**Input data:**
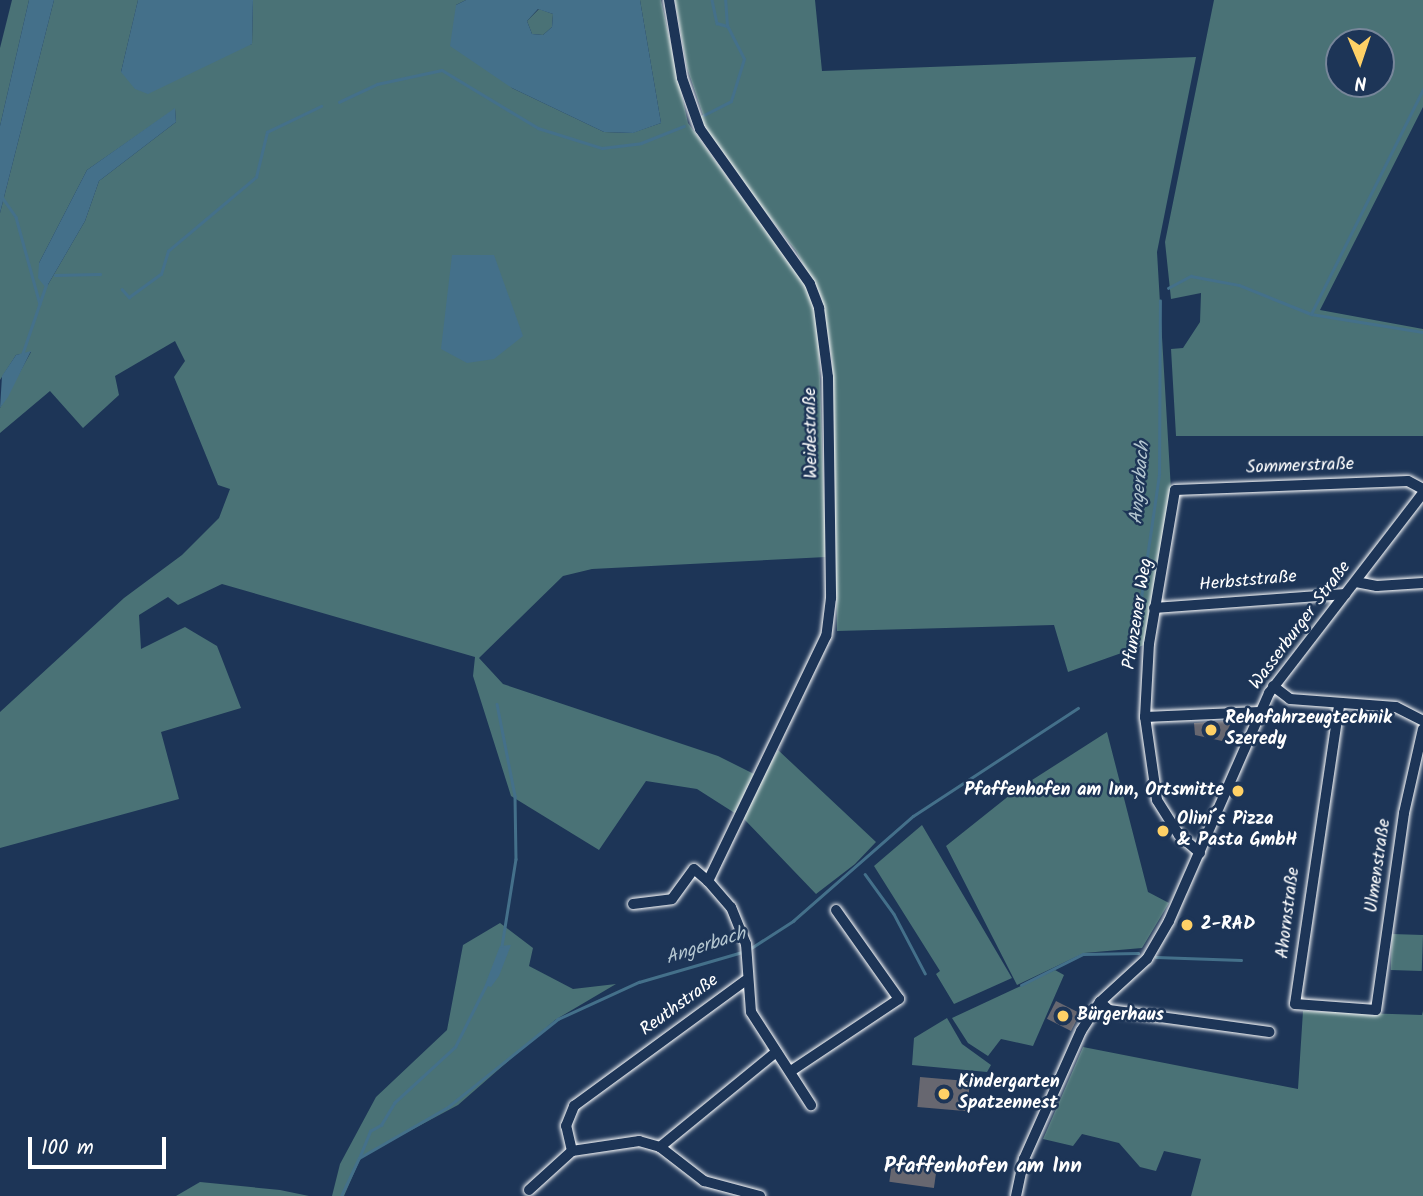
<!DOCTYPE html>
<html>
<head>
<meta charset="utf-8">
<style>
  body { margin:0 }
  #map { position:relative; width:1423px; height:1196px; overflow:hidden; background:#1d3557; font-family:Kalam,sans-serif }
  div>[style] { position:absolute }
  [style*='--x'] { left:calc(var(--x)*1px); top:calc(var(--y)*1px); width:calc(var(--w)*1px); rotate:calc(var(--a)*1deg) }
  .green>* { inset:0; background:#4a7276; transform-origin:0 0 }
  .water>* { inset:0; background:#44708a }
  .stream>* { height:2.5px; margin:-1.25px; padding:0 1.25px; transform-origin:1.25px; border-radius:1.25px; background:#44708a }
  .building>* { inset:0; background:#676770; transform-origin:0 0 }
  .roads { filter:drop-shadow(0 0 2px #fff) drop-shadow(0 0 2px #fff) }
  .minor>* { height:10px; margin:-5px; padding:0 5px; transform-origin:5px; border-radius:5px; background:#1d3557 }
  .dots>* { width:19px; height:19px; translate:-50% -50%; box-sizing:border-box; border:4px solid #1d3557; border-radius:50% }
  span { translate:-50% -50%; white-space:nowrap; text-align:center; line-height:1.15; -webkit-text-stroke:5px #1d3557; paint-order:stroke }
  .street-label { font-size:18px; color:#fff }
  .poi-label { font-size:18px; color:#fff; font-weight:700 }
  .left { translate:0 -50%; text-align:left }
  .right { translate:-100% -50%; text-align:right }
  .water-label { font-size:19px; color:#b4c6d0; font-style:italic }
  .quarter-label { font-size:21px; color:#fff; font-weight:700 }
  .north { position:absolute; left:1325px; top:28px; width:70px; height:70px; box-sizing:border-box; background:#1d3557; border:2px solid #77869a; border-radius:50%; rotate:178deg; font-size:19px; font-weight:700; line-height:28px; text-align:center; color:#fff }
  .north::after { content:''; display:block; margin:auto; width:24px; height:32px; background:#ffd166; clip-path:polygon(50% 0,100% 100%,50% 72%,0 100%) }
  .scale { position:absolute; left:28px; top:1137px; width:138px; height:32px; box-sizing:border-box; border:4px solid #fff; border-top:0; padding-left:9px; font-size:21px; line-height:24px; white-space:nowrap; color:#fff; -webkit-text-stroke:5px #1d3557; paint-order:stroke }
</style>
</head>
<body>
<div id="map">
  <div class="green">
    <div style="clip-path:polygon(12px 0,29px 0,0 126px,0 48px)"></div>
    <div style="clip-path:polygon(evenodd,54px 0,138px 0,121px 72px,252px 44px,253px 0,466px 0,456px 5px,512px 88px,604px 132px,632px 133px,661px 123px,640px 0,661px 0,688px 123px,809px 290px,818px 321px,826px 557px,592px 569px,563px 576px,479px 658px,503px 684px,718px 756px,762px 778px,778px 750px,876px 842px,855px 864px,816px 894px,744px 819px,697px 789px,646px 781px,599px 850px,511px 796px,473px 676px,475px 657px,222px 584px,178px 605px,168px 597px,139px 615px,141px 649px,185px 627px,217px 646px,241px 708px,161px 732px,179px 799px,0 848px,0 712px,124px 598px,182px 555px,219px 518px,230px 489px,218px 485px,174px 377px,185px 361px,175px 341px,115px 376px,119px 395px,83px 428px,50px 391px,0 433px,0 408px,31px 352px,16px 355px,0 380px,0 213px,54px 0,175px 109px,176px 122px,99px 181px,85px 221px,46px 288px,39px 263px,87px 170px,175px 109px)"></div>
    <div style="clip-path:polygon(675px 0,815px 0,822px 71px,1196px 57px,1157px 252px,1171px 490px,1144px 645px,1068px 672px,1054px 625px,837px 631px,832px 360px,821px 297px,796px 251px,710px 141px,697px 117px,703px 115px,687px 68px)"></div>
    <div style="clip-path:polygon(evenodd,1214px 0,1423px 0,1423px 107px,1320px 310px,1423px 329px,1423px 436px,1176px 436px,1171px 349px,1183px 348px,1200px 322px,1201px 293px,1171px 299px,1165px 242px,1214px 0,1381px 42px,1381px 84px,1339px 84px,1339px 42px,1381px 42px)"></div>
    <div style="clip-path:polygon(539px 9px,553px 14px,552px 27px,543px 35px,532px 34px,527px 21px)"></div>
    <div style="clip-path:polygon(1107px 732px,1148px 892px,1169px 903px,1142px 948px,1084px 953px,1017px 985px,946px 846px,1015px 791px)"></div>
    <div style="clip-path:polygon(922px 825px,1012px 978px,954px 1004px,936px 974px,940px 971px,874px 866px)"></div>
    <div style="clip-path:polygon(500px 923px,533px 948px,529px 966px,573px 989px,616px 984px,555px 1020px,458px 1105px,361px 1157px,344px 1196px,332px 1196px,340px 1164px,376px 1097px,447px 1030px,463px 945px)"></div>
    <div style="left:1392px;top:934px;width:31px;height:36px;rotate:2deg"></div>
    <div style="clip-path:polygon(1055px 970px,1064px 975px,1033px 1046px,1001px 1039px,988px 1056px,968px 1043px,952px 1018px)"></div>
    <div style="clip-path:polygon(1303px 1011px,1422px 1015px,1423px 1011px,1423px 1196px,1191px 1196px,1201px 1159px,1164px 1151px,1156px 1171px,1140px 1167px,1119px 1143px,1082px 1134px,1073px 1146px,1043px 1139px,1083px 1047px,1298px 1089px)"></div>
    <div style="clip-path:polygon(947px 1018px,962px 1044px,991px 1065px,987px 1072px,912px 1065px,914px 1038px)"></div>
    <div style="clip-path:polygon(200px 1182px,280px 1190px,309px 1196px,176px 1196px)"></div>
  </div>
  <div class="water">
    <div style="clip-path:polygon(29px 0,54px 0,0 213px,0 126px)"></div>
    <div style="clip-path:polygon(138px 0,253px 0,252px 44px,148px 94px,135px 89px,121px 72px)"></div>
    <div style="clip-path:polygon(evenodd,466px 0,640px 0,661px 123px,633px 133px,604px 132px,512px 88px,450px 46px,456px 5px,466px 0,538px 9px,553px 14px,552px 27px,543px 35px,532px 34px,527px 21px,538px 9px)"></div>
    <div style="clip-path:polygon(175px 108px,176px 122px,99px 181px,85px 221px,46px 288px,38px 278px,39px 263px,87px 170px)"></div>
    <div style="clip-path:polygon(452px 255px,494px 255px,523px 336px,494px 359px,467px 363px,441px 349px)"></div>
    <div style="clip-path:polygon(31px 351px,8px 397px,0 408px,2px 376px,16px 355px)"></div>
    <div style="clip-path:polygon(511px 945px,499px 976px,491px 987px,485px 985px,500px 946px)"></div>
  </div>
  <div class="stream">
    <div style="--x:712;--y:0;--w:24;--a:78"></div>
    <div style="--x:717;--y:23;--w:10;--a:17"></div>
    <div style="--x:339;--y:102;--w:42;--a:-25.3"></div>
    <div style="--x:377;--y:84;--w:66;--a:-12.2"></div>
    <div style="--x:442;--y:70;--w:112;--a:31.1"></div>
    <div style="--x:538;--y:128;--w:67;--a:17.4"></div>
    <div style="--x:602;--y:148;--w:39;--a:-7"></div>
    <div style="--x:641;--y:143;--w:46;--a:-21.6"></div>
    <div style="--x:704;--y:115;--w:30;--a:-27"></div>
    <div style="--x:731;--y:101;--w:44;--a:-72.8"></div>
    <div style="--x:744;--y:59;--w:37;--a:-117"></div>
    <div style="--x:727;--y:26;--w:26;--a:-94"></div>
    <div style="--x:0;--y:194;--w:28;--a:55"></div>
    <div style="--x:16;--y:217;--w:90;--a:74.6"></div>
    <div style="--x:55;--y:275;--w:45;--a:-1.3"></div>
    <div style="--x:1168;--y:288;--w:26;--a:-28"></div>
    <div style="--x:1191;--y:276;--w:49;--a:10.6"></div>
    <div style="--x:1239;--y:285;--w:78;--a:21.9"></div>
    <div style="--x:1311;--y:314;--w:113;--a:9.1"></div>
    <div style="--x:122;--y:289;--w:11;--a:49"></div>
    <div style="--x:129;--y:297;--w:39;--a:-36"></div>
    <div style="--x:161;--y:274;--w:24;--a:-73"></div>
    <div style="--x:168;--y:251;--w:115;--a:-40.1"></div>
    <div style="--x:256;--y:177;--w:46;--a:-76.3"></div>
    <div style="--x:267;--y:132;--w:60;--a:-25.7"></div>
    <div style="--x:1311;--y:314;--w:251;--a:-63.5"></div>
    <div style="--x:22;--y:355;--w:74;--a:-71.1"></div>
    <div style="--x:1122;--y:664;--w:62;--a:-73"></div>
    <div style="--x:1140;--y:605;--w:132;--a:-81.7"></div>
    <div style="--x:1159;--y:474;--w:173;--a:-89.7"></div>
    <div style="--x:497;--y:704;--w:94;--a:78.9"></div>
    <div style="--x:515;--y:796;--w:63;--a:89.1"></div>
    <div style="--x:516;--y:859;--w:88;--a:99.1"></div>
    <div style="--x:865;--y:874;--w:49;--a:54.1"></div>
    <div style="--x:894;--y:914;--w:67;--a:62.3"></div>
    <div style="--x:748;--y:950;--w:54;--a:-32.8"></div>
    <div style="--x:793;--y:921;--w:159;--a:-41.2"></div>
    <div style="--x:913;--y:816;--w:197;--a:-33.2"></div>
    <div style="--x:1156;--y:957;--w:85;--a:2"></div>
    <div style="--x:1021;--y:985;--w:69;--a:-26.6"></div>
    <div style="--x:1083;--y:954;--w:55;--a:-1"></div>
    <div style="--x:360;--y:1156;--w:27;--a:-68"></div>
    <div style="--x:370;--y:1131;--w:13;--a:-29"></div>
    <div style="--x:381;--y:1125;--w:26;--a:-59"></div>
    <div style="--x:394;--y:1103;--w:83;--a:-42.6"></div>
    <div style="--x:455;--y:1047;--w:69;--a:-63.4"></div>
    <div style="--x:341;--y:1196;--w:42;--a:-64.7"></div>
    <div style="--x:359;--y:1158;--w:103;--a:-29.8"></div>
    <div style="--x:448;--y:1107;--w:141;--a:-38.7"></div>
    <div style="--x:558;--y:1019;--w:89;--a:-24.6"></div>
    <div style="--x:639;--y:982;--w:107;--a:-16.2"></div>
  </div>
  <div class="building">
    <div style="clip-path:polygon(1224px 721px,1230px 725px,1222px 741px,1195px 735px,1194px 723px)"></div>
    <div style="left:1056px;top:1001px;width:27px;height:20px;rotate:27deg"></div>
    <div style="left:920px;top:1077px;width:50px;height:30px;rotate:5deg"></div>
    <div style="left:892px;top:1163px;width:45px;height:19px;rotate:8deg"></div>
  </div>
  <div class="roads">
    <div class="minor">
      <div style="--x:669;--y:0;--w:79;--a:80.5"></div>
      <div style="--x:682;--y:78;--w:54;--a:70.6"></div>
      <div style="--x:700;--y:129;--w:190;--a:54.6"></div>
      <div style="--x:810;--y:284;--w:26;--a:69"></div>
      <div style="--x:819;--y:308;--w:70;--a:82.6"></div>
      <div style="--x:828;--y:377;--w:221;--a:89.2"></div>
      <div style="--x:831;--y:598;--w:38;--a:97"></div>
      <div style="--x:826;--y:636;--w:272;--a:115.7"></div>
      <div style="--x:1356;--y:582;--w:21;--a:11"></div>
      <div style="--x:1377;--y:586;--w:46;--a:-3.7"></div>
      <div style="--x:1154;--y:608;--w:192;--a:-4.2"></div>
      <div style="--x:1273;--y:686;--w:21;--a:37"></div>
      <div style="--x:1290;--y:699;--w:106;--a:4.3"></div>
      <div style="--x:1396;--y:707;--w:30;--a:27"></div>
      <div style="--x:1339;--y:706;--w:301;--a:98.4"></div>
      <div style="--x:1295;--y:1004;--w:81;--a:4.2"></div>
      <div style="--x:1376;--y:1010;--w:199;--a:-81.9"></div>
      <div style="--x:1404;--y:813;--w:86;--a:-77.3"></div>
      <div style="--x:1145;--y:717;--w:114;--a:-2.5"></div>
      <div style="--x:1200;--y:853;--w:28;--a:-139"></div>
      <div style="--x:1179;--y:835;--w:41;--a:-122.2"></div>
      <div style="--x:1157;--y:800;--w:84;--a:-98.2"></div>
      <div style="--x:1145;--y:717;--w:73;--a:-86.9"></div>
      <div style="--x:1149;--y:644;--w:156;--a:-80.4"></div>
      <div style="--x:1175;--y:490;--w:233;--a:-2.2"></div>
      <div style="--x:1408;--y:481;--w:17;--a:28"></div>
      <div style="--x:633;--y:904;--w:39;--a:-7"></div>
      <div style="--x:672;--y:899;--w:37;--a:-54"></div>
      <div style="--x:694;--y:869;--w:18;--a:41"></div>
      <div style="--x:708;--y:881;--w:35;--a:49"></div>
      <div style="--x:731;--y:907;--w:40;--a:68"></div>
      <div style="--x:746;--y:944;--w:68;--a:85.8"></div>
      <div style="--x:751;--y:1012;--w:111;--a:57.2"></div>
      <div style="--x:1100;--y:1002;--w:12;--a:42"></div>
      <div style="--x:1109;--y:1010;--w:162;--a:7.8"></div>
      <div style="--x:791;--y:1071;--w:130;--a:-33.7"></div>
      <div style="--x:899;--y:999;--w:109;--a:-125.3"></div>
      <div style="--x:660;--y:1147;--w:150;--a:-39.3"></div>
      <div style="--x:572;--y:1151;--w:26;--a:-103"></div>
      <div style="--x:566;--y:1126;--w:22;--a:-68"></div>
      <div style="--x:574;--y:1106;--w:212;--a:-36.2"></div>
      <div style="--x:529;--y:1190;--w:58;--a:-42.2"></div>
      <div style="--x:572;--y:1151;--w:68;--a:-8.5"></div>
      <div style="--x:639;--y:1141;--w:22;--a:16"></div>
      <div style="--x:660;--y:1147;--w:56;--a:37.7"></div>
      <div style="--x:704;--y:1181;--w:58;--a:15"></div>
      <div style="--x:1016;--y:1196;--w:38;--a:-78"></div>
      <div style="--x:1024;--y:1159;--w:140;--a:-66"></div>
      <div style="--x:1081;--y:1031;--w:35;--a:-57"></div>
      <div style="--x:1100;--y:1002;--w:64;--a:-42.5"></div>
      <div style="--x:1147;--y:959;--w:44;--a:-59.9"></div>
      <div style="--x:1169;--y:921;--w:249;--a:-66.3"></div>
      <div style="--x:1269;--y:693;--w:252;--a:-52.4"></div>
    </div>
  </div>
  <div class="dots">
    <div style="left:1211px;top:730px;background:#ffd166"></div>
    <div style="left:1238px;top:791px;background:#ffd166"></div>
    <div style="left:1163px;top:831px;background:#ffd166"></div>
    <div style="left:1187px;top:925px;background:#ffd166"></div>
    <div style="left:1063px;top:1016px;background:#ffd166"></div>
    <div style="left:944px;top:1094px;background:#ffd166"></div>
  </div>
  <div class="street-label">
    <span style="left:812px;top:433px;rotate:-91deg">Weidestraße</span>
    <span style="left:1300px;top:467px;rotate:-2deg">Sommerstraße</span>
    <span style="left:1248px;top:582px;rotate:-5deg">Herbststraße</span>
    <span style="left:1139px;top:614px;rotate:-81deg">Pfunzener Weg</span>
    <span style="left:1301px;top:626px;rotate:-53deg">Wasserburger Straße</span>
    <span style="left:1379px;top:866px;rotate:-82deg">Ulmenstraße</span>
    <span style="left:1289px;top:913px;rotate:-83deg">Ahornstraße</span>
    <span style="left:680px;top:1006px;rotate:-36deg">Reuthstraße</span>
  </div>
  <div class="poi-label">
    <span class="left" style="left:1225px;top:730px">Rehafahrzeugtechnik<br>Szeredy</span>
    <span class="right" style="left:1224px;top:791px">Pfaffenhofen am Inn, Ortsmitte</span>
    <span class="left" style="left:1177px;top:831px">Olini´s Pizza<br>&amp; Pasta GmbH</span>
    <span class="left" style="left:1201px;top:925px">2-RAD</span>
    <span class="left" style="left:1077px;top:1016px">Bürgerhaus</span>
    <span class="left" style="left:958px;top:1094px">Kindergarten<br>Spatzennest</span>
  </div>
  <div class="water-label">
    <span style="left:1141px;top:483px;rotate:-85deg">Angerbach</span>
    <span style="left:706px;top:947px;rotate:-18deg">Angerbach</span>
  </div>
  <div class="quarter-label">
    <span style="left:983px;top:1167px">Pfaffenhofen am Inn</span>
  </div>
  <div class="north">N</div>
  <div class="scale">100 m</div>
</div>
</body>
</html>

**Prompt:**
Quote only what lies between the first line of the records and the line containing "filter:drop-shadow(0 0 2px", please, including both lines and excluding images.

**Answer:**
<!DOCTYPE html>
<html>
<head>
<meta charset="utf-8">
<style>
  body { margin:0 }
  #map { position:relative; width:1423px; height:1196px; overflow:hidden; background:#1d3557; font-family:Kalam,sans-serif }
  div>[style] { position:absolute }
  [style*='--x'] { left:calc(var(--x)*1px); top:calc(var(--y)*1px); width:calc(var(--w)*1px); rotate:calc(var(--a)*1deg) }
  .green>* { inset:0; background:#4a7276; transform-origin:0 0 }
  .water>* { inset:0; background:#44708a }
  .stream>* { height:2.5px; margin:-1.25px; padding:0 1.25px; transform-origin:1.25px; border-radius:1.25px; background:#44708a }
  .building>* { inset:0; background:#676770; transform-origin:0 0 }
  .roads { filter:drop-shadow(0 0 2px #fff) drop-shadow(0 0 2px #fff) }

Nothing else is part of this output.